### WHAT THE TASK ASKS
Look through the entries for the string "Super", and copy each line that holds it.

──────── SOURCE INFORMATION ────────

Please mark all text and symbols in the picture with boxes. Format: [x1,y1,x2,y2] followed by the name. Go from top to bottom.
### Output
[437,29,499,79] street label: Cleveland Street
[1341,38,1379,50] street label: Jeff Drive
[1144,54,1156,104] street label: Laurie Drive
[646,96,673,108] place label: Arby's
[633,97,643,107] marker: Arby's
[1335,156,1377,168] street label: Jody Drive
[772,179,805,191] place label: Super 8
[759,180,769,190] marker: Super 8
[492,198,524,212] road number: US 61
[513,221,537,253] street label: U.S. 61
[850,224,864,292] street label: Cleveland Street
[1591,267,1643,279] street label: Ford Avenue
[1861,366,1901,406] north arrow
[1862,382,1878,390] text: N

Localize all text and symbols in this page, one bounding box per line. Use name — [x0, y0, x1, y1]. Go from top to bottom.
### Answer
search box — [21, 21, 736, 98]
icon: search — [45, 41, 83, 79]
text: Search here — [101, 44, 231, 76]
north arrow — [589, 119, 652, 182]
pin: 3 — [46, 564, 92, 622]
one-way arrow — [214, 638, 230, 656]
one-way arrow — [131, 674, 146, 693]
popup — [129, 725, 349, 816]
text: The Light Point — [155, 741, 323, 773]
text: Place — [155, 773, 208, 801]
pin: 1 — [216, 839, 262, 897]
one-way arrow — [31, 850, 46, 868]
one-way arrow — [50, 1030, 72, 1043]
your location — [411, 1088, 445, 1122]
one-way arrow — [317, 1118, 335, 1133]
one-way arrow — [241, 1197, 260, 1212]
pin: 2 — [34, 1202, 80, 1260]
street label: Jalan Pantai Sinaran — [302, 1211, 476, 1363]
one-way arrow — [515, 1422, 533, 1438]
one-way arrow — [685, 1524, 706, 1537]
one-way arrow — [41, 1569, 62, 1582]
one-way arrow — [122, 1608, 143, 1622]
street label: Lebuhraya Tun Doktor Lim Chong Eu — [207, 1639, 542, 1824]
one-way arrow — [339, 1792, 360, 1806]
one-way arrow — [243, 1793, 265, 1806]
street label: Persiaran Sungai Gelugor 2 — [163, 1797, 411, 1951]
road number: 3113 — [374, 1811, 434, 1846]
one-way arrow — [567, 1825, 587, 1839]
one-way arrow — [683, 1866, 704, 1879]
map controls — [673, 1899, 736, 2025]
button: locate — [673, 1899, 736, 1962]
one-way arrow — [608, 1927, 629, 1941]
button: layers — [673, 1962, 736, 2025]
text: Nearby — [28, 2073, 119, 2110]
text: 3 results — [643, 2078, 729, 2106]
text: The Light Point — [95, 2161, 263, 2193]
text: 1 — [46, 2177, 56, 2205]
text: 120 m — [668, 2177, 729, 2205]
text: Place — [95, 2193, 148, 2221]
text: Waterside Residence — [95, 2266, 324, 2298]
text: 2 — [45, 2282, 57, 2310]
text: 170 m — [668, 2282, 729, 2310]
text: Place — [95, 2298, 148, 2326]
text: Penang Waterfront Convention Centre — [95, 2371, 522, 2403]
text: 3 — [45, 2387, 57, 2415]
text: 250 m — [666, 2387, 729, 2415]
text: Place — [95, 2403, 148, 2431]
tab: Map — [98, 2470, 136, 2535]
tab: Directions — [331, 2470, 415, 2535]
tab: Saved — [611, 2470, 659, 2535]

────────

### SOLVED EXERCISE
[772,179,805,191] place label: Super 8
[759,180,769,190] marker: Super 8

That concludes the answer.